Bill for harsh penalties against rail blockaders paused by pandemic
Critical Infrastructure Defence Act takes a back seat to government coping with public health crisis
An Alberta government bill that would dole out heavy penalties to protesters blocking rail lines, highways, pipelines or dams is on the back burner as legislators grapple with a pandemic.
Government House leader Jason Nixon said Thursday that Bill 1, the Critical Infrastructure Defence Act, is likely to take a backseat to emergency legislation as the province hunkers down to prevent spread of the deadly novel coronavirus.
"Our goal is not to move forward on bills that would have been within our mandate that we ran on, that would be a little bit more controversial to the Opposition," Nixon told reporters in the legislature on Thursday.

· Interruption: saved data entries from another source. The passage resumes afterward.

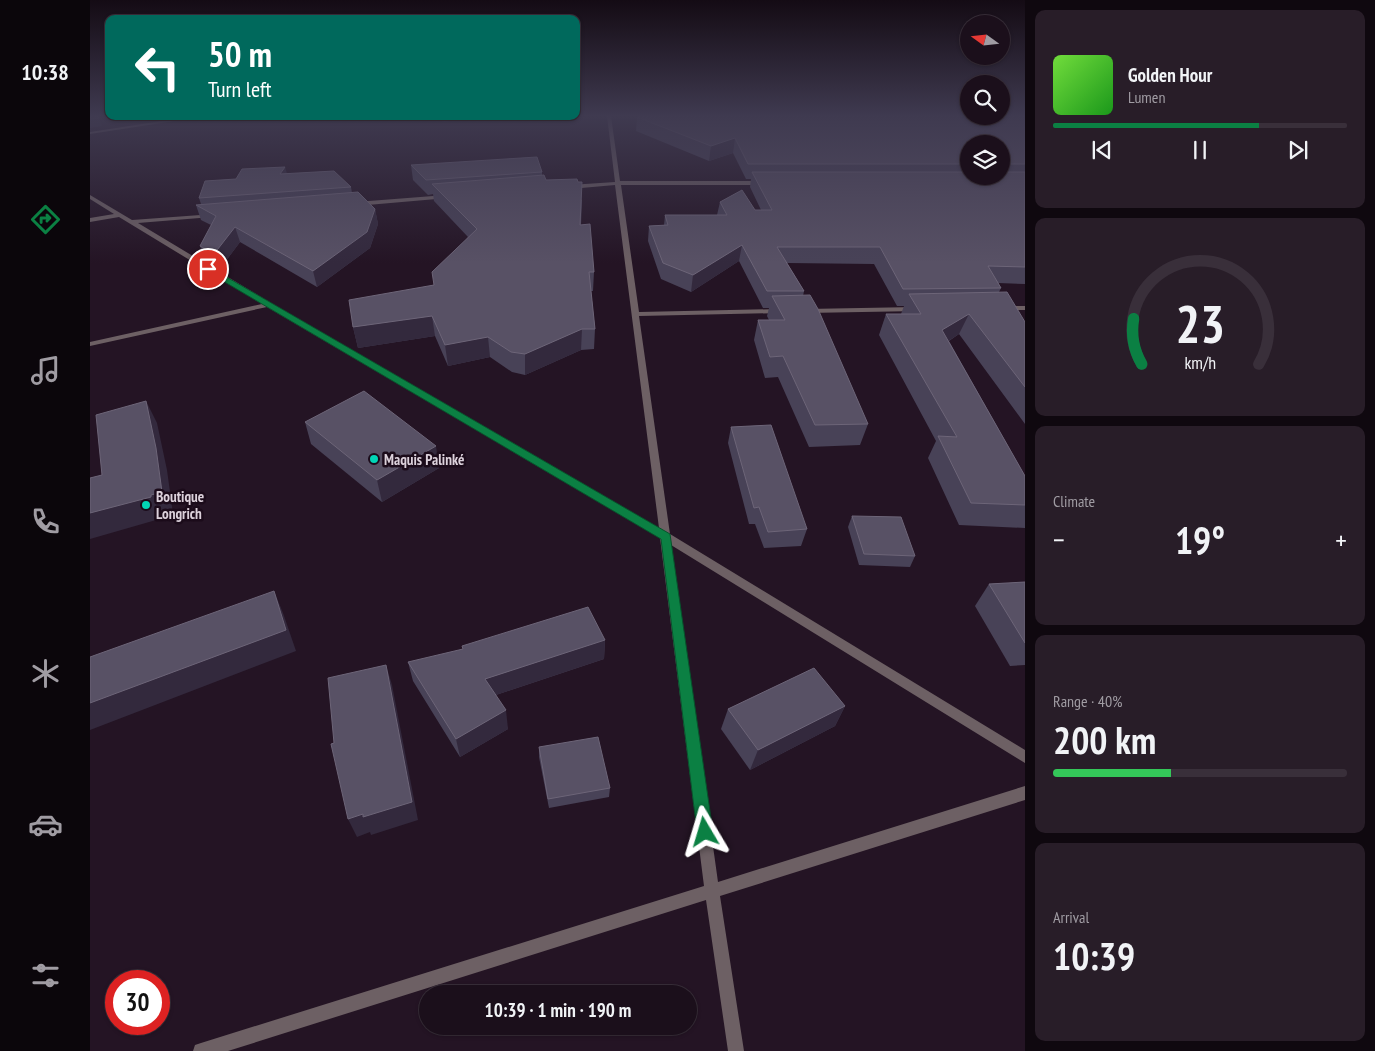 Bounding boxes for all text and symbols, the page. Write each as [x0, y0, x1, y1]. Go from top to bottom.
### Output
north arrow [960, 15, 1010, 65]
map controls [960, 15, 1010, 185]
text: 50 m [208, 31, 272, 77]
icon: left [125, 35, 190, 100]
text: 10:38 [21, 58, 69, 86]
text: Golden Hour [1128, 63, 1212, 87]
text: Turn left [208, 75, 272, 103]
button: search [960, 75, 1010, 125]
text: Lumen [1128, 87, 1165, 107]
button: layers [960, 135, 1010, 185]
icon: previous [1088, 136, 1116, 164]
icon: pause [1186, 136, 1214, 164]
icon: next [1284, 136, 1312, 164]
icon: directions [28, 202, 63, 237]
pin [187, 248, 229, 290]
icon: arrive [194, 255, 222, 283]
text: 23 [1175, 290, 1225, 357]
text: km/h [1184, 351, 1216, 374]
icon: music [28, 353, 63, 388]
place label: Maquis Palinké [384, 450, 464, 469]
marker: Maquis Palinké [368, 453, 380, 465]
place label: Boutique Longrich [156, 487, 204, 523]
text: Climate [1053, 491, 1095, 511]
marker: Boutique Longrich [140, 499, 152, 511]
icon: phone [28, 504, 63, 539]
text: 19° [1175, 515, 1225, 564]
text: − [1053, 521, 1065, 558]
text: + [1335, 521, 1347, 558]
icon: climate [28, 656, 63, 691]
text: Range · 40% [1053, 691, 1122, 711]
text: 200 km [1053, 715, 1156, 764]
position arrow [678, 805, 730, 857]
icon: car [28, 807, 63, 842]
text: Arrival [1053, 907, 1089, 927]
text: 10:39 [1053, 931, 1135, 980]
icon: filters [28, 958, 63, 993]
speed limit sign: 30 [105, 970, 170, 1035]
text: 10:39 · 1 min · 190 m [485, 998, 631, 1022]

The government tabled Bill 1 in February after protesters erected blockades across key Canadian rail links and commuter train routes. Demonstrators said the blockades were in solidarity with Indigenous people in northern B.C. opposed to construction of the Coast GasLink liquid natural gas pipeline.

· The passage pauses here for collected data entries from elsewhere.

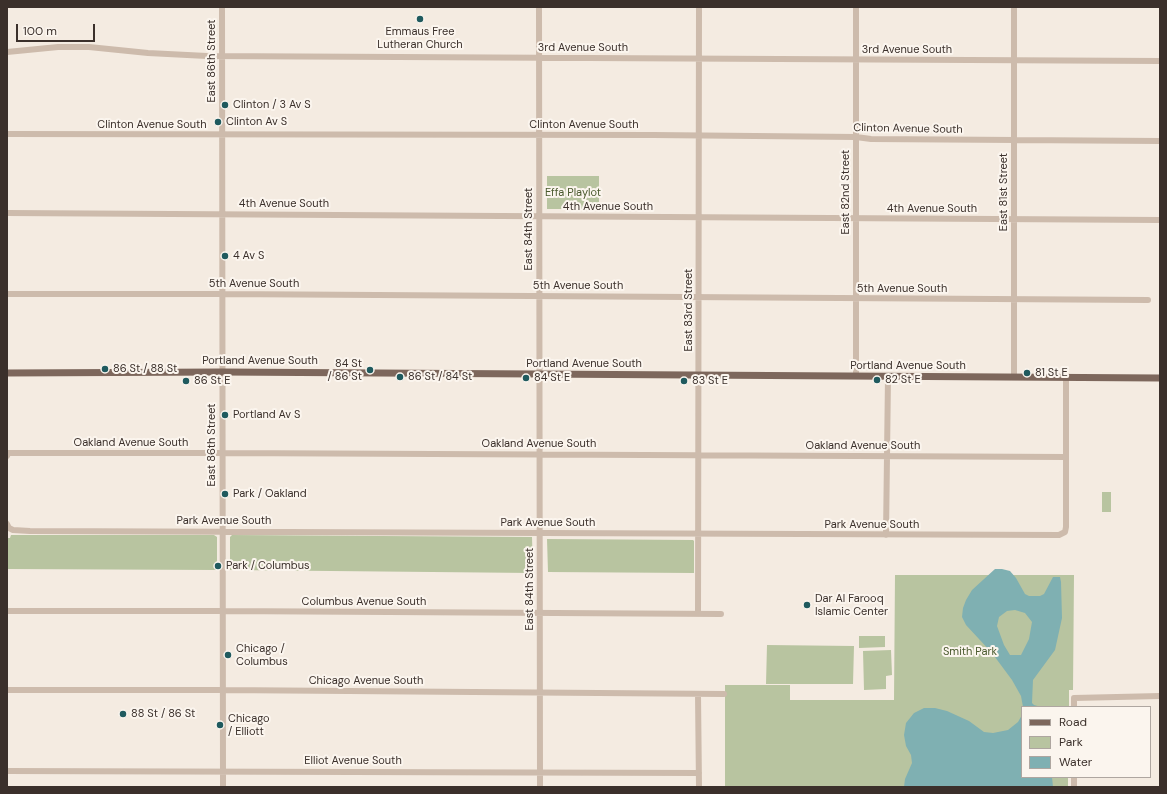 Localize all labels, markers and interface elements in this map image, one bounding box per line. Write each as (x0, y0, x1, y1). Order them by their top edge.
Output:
marker: Emmaus Free Lutheran Church (415, 14, 425, 24)
scale bar (18, 16, 97, 42)
street label: East 86th Street (205, 19, 219, 103)
text: 100 m (23, 23, 57, 39)
place label: Emmaus Free Lutheran Church (377, 25, 463, 51)
street label: 3rd Avenue South (538, 41, 628, 55)
street label: 3rd Avenue South (862, 43, 952, 57)
place label: Clinton / 3 Av S (233, 98, 311, 112)
marker: Clinton / 3 Av S (220, 100, 230, 110)
place label: Clinton Av S (226, 115, 287, 129)
marker: Clinton Av S (213, 117, 223, 127)
street label: Clinton Avenue South (97, 118, 207, 132)
street label: Clinton Avenue South (529, 118, 639, 132)
street label: Clinton Avenue South (853, 121, 963, 137)
street label: East 82nd Street (839, 150, 853, 234)
street label: East 81st Street (997, 153, 1011, 231)
park label: Effa Playlot (545, 186, 601, 200)
street label: East 84th Street (522, 188, 536, 270)
street label: 4th Avenue South (239, 197, 329, 211)
street label: 4th Avenue South (563, 200, 653, 214)
street label: 4th Avenue South (887, 202, 977, 216)
place label: 4 Av S (233, 249, 264, 263)
marker: 4 Av S (220, 251, 230, 261)
street label: East 83rd Street (682, 269, 696, 351)
street label: 5th Avenue South (209, 277, 299, 291)
street label: 5th Avenue South (533, 279, 623, 293)
street label: 5th Avenue South (857, 282, 947, 296)
street label: Portland Avenue South (202, 354, 318, 368)
place label: 84 St / 86 St (328, 357, 362, 383)
street label: Portland Avenue South (526, 357, 642, 371)
street label: Portland Avenue South (850, 359, 966, 373)
place label: 86 St / 88 St (113, 362, 177, 376)
marker: 86 St / 88 St (100, 364, 110, 374)
marker: 84 St / 86 St (365, 365, 375, 375)
place label: 81 St E (1035, 366, 1068, 380)
marker: 81 St E (1022, 368, 1032, 378)
place label: 86 St / 84 St (408, 370, 472, 384)
place label: 84 St E (534, 371, 570, 385)
marker: 86 St / 84 St (395, 372, 405, 382)
marker: 84 St E (521, 373, 531, 383)
place label: 82 St E (885, 373, 921, 387)
place label: 86 St E (194, 374, 230, 388)
place label: 83 St E (692, 374, 728, 388)
marker: 82 St E (872, 375, 882, 385)
marker: 86 St E (181, 376, 191, 386)
marker: 83 St E (679, 376, 689, 386)
street label: East 86th Street (205, 403, 219, 487)
place label: Portland Av S (233, 408, 300, 422)
marker: Portland Av S (220, 410, 230, 420)
street label: Oakland Avenue South (74, 436, 188, 450)
street label: Oakland Avenue South (482, 437, 596, 451)
street label: Oakland Avenue South (806, 439, 920, 453)
place label: Park / Oakland (233, 487, 307, 501)
marker: Park / Oakland (220, 489, 230, 499)
street label: Park Avenue South (177, 514, 271, 528)
street label: Park Avenue South (501, 516, 595, 530)
street label: Park Avenue South (825, 518, 919, 532)
street label: East 84th Street (523, 548, 537, 630)
place label: Park / Columbus (226, 559, 310, 573)
marker: Park / Columbus (213, 561, 223, 571)
place label: Dar Al Farooq Islamic Center (815, 592, 888, 618)
street label: Columbus Avenue South (302, 595, 426, 609)
marker: Dar Al Farooq Islamic Center (802, 600, 812, 610)
place label: Chicago / Columbus (236, 642, 288, 668)
park label: Smith Park (943, 645, 997, 659)
marker: Chicago / Columbus (223, 650, 233, 660)
street label: Chicago Avenue South (309, 674, 423, 688)
legend (1021, 706, 1151, 778)
place label: 88 St / 86 St (131, 707, 195, 721)
marker: 88 St / 86 St (118, 709, 128, 719)
place label: Chicago / Elliott (228, 712, 270, 738)
text: Road (1059, 714, 1087, 730)
marker: Chicago / Elliott (215, 720, 225, 730)
text: Park (1059, 734, 1083, 750)
street label: Elliot Avenue South (304, 754, 402, 768)
text: Water (1059, 754, 1092, 770)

The illegal blockades interrupted the movement of goods across the country, halted passenger trains and caused backlogs at coastal ports.
If Bill 1 passes, people found guilty of obstructing or damaging oil and gas facilities, utilities, radio towers, rail lines or other important infrastructure could face up to six months in jail or up to $25,000 in fines each day.
Law could violate human rights, opponents say
The Assembly of First Nations has pressed Alberta Premier Jason Kenney to withdraw the bill, saying it would infringe on Indigenous and individual rights.
The Alberta Federation of Labour called the legislation "unsalvageable," adding it would violate citizens' rights to freedom of expression and dissent.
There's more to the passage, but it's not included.